Disagreements among people in a workplace are common. When they're on your team, those disagreements have the potential to escalate into conflict between coworkers, creating a distracting, unproductive, and negative working environment. And if you're in charge, your staff's problems are your problems too. Many leaders believe resolving conflict is about simply saying the right thing. Those in charge have some perfectly crafted words of guidance (or warning) in mind. They believe if they just find the perfect, inspiring, impactful phrase, the problem will be resolved once and for all. They imagine a movie-like scene when they call the disagreeing individuals into their office -- either together or separately -- say a couple thoughtful, instructive things. Light bulbs suddenly flash over their heads and everyone says, "Oh, I get it. We're supposed to get along. Aha! Everything's good now." Of course, real life never works that way. Better than perfecting some speech about people learning to work together, a good leader playing the role of a mediator should consider another approach.

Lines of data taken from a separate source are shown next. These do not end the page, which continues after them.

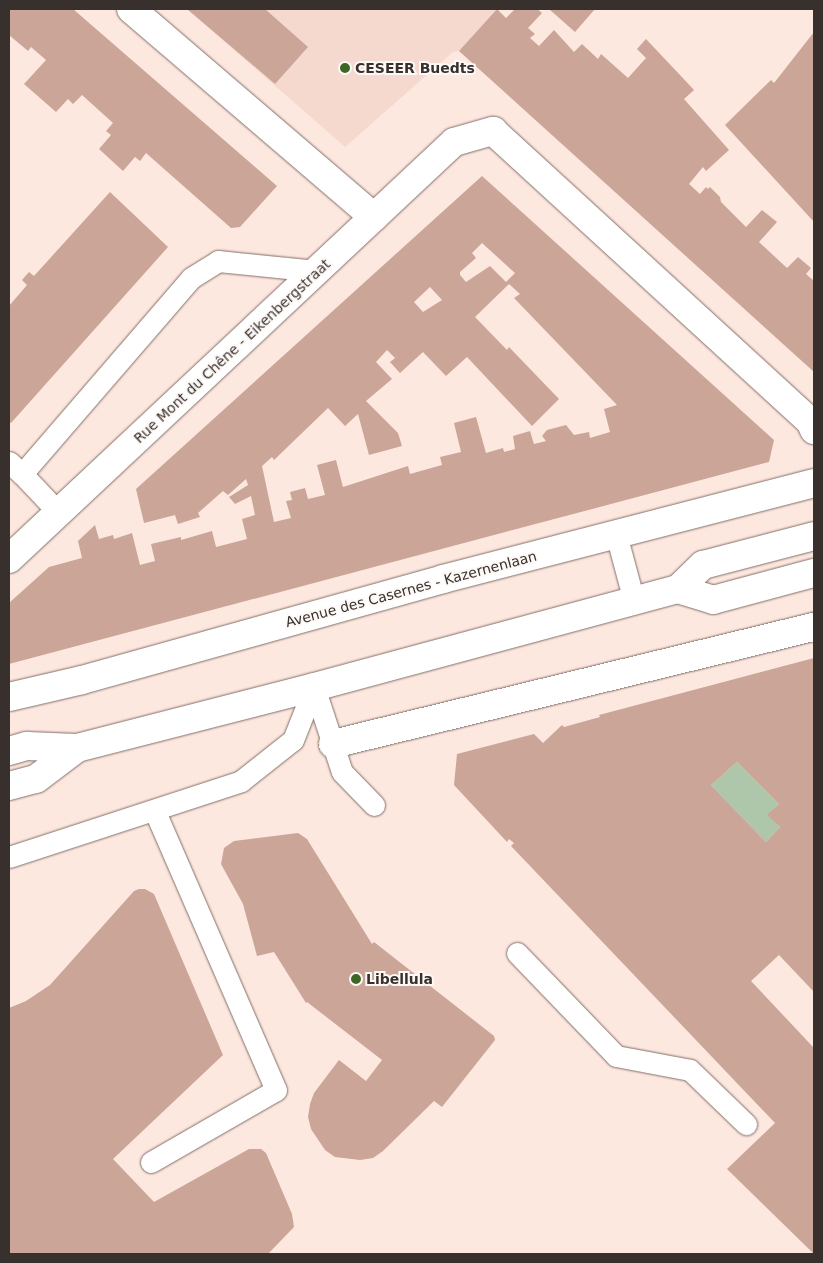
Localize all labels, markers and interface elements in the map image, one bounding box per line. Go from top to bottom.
place label: CESEER Buedts [355,60,475,76]
marker: CESEER Buedts [339,62,351,74]
street label: Rue Mont du Chêne - Eikenbergstraat [130,255,334,447]
street label: Avenue des Casernes - Kazernenlaan [284,547,538,631]
place label: Libellula [366,971,433,987]
marker: Libellula [350,973,362,985]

Ask questions. Asking questions helps you preserve your neutrality. Questions are also effective in getting others to pause, reflect, and get clear with themselves about what the problem actually is. Once you get people talking about the issue, they'll be more able to see their own way through to a solution. Good questions beat perfect statements every time. Having an arsenal of good questions handy helps you quickly get into the role of mediator. "Go to" questions also take the pressure off thinking of what to say or do in the moment. All issues are best dealt with as soon as all involved are calm. In most cases, it's best to start with one-on-one conversations to get the details of the issue from both perspectives. This is easier than inviting everyone into a group discussion when the facts are still unclear to you and crosstalk can happen. Once you have the basics of what happened and how long it has been going on, you can move on to asking more probing questions:
What is the other person saying?
How does what you've been hearing go against your values?
What is the difference between your two perspectives?
What aspects of this conflict do you believe you're responsible for?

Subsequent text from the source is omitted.